**** Extracted data ****

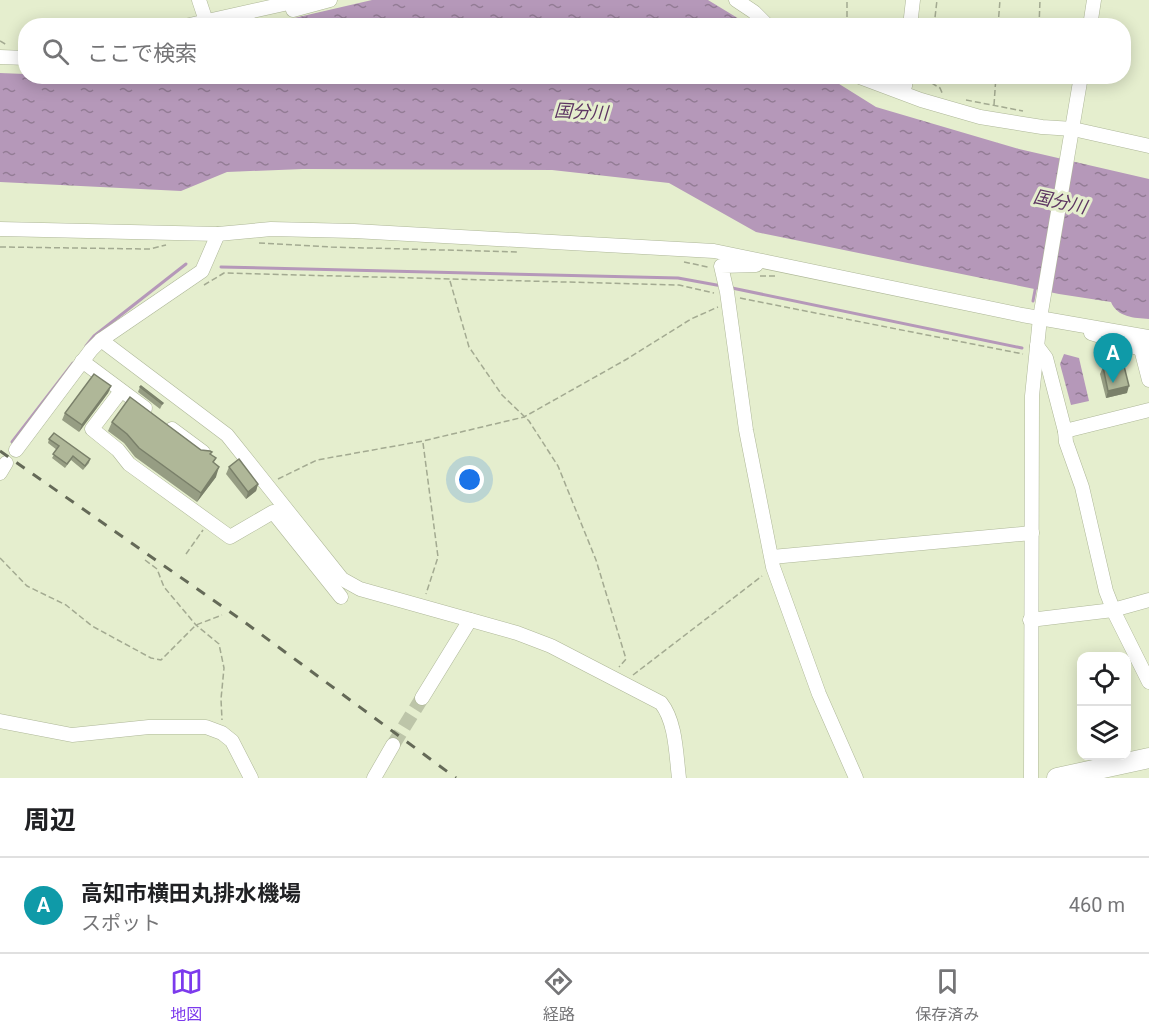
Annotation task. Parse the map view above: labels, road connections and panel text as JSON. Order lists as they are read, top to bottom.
{
  "water": ["国分川"],
  "page": {
    "search": "ここで検索",
    "pins": "A",
    "heading": "周辺",
    "list": [
      {
        "mark": "A",
        "name": "高知市横田丸排水機場",
        "note": "スポット",
        "value": "460 m"
      }
    ],
    "nav": ["地図", "経路", "保存済み"]
  }
}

****

**What is needed:**
Text only, no pictures: copy every entry exactly.

**Response to the exercise:**
Annotation task. Parse the map view above: labels, road connections and panel text as JSON. Order lists as they are read, top to bottom.
{
  "water": ["国分川"],
  "page": {
    "search": "ここで検索",
    "pins": "A",
    "heading": "周辺",
    "list": [
      {
        "mark": "A",
        "name": "高知市横田丸排水機場",
        "note": "スポット",
        "value": "460 m"
      }
    ],
    "nav": ["地図", "経路", "保存済み"]
  }
}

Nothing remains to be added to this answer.